Road Trip

Growing up in Scranton PA as an avid New York Yankees fan, my grandfather, we grandkids and other family members and friends made regular road trips to Yankee stadium during the sweltering summer months. If you are going to travel three hours each way for a game, why not make it for a Sunday doubleheader and, of course, bat day or ball day. Be certain to show up for batting practice as well. We sure got our money's worth. Always ate at the Jerome Street cafeteria before and after the game. Left Scranton around 7:00 a.m. Arrived home way past bedtime. Those were the days.

We never saw the Pittsburgh Pirates play at Yankee Stadium though. My buddy and I are about to change that, with a road trip from the 'Burgh to the Bronx for Thursday night's game and then on to Beantown and Fenway Park for the Red Sox - Pirates game on Friday.
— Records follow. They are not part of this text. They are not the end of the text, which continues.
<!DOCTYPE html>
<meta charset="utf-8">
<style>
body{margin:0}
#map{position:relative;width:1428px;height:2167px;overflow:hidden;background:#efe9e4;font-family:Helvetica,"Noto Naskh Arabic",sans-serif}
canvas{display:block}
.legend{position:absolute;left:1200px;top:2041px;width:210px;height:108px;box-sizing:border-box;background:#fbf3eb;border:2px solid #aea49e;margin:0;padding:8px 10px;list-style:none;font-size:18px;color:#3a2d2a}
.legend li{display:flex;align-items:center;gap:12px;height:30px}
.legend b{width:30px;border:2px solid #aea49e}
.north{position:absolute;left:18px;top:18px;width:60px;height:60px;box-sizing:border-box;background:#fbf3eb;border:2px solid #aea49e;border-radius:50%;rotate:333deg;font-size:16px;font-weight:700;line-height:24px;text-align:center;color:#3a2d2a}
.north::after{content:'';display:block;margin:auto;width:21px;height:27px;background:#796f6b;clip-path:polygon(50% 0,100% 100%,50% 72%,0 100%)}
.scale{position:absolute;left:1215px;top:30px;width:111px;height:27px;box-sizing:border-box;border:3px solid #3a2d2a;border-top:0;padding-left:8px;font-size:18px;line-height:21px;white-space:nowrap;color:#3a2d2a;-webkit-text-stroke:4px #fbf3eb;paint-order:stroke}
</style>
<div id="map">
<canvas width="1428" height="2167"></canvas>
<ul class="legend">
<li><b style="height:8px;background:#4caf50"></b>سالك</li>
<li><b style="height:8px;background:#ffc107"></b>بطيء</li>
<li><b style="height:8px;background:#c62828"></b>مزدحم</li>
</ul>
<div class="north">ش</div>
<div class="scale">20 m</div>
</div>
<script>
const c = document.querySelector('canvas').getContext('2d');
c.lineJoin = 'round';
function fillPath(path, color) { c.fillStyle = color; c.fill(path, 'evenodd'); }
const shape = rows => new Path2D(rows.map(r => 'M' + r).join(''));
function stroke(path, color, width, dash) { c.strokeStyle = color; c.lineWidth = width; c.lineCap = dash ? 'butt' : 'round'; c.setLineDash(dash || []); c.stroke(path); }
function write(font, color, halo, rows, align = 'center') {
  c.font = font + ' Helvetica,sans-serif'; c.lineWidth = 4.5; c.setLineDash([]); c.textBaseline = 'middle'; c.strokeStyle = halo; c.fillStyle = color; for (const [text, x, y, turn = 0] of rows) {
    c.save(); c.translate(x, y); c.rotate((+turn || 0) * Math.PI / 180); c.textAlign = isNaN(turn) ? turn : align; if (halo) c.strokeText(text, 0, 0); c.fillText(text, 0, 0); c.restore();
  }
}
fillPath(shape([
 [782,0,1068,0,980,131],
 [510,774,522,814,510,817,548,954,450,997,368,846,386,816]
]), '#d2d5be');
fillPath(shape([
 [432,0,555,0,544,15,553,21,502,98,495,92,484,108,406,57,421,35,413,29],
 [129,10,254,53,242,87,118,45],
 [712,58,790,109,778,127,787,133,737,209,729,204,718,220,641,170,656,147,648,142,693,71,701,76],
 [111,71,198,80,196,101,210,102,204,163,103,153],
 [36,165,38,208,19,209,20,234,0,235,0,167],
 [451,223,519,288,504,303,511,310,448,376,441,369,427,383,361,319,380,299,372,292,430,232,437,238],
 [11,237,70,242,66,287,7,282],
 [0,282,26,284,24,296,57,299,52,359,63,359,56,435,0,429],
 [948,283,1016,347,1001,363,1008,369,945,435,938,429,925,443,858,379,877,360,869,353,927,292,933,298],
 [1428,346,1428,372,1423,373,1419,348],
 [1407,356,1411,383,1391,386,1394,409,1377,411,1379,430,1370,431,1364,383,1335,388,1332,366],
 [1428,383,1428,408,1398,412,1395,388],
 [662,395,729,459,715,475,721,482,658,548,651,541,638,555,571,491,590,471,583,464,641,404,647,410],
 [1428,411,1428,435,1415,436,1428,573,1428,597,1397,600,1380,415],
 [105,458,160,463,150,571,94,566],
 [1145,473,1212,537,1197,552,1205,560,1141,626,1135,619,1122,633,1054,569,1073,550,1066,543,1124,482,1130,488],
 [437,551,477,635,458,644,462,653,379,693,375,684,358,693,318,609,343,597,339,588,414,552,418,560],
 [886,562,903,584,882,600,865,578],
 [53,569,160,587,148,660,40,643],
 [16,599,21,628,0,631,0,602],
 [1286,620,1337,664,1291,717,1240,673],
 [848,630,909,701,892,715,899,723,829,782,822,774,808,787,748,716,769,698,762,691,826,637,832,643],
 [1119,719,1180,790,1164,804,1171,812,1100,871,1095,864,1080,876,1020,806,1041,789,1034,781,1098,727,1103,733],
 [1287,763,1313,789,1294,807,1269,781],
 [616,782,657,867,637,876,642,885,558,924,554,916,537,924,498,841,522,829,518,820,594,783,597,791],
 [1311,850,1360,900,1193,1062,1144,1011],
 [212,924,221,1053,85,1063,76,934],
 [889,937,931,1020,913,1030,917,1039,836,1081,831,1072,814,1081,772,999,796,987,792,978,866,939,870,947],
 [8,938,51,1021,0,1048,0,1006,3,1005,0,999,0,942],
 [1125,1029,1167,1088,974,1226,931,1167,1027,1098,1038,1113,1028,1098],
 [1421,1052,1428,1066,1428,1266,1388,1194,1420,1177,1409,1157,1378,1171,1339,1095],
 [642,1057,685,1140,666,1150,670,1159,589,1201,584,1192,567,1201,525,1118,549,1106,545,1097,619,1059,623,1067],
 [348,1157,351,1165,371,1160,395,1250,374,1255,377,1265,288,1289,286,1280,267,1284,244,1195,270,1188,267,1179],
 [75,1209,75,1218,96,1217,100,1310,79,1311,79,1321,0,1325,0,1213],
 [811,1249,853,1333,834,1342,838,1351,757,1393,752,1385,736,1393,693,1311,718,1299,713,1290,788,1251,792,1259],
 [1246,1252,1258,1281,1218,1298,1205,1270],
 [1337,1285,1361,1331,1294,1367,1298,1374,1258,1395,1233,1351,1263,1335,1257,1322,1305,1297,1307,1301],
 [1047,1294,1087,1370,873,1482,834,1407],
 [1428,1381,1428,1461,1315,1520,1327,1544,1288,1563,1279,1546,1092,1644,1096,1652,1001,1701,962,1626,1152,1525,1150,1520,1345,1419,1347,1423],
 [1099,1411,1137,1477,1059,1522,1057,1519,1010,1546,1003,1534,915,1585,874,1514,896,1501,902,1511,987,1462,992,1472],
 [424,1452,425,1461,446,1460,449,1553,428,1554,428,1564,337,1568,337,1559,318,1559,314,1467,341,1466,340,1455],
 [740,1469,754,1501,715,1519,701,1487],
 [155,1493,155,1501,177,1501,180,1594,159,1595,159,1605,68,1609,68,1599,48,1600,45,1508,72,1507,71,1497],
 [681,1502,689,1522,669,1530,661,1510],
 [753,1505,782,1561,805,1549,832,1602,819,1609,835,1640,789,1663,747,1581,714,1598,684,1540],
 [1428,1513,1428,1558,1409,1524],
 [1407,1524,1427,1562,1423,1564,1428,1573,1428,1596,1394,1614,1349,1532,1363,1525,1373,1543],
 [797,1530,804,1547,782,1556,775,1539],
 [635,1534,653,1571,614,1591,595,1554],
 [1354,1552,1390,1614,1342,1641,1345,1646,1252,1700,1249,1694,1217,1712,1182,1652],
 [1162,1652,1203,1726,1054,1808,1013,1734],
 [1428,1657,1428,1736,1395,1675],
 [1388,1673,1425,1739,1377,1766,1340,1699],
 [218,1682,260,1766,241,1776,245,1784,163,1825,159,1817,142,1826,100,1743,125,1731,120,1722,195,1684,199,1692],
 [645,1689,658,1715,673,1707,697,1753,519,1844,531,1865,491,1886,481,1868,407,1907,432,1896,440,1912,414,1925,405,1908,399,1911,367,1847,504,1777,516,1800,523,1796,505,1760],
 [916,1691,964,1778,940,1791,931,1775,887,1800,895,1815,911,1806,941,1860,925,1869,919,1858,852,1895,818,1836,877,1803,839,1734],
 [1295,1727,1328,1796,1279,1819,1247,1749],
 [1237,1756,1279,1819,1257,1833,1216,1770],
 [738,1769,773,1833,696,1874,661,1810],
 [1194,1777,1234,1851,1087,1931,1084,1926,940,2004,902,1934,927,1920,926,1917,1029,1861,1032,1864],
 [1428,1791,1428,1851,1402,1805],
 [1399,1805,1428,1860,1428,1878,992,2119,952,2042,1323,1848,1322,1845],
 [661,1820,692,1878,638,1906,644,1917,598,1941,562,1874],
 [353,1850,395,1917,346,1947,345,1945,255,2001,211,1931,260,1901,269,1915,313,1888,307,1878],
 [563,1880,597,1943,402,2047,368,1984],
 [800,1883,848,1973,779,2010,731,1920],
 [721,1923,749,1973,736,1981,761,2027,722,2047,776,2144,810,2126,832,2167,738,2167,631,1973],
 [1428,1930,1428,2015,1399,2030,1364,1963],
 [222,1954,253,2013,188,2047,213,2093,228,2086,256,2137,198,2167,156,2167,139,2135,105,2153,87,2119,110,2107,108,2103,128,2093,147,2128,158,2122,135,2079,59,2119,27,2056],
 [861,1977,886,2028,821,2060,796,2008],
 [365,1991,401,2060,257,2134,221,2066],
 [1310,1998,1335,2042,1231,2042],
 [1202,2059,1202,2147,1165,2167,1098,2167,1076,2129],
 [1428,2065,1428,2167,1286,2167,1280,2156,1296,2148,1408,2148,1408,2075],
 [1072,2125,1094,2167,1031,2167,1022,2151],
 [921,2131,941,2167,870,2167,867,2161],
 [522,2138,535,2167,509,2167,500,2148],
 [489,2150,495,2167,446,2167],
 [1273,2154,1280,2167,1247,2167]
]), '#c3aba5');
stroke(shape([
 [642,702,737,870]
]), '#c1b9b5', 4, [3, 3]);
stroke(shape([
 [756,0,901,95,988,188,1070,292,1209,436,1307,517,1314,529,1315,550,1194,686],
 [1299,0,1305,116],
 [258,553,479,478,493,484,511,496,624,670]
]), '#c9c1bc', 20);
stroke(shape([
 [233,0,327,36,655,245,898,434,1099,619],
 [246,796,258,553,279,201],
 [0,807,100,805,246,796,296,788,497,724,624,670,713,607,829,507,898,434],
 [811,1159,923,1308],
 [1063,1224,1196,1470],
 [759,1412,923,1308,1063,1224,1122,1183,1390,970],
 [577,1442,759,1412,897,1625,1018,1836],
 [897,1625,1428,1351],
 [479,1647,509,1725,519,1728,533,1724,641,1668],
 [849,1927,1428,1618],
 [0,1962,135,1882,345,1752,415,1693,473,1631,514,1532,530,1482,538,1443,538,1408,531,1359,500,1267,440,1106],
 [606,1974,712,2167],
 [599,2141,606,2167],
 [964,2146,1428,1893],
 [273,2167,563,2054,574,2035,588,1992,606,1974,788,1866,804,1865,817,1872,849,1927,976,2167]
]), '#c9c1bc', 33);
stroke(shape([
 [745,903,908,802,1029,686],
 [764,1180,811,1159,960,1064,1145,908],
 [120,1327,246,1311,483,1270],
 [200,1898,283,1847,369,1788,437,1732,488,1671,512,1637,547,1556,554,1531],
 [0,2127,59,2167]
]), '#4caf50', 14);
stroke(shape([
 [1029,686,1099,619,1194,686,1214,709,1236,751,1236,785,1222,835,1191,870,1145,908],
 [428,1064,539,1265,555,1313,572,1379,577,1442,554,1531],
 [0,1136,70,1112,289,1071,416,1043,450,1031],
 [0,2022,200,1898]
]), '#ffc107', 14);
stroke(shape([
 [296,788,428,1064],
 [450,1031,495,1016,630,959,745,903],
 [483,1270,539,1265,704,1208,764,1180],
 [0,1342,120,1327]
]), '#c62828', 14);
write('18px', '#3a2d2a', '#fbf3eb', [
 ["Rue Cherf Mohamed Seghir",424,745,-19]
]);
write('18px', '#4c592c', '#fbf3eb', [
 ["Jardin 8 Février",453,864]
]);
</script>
Now a Pirates fan, I still have warm feelings, unlike most Pirates fans, for the Yankees, but I have to say I will be rooting for the Buccos this week.

The Pirates and the Yankees have met in the World Series twice, with the Yankees sweeping in 1927 and the Pirates surprising the Bronx Bombers in 1960.

For a look at the sixty series from the point of view of a Pittsburgher turned Yankees fan, see this article from The Pinstripe Press on Baseball Almanac that states in part:

"On October 13, 1960, Bill Mazeroski became an instant hero when he became the first player ever to end the World Series with a home run. In one of the greatest games ever played, 'the Maz' hit a fastball off of Yankee pitcher Ralph Terry over Yogi Berra's head in left field, giving the Pirates a 10-9 victory and their first World Championship in 35 years. It still remains as one of the most shocking moments in sports history and many middle-aged Yankee fans are still trying to forget that day. 'As an 8-year-old Yankee fan in 1960, I literally wept when Bill Mazeroski's home run cleared the ivy-covered wall of Forbes Field.' Bob Costas said, '35 years later, I believe I have come to terms with it, and can see Bill Mazeroski for what he really was: one of baseball's all-time great second basemen.'

Not only was Mazeroski the greatest second baseman in Pirate history...he achieved instant fame offensively with one swing of the bat. He had already made his mark in the Series against the Yankees with a two-run homer in the opener, but no one could have predicted his game 7 winner."

Anyway, I am off to New York for a bit of history today.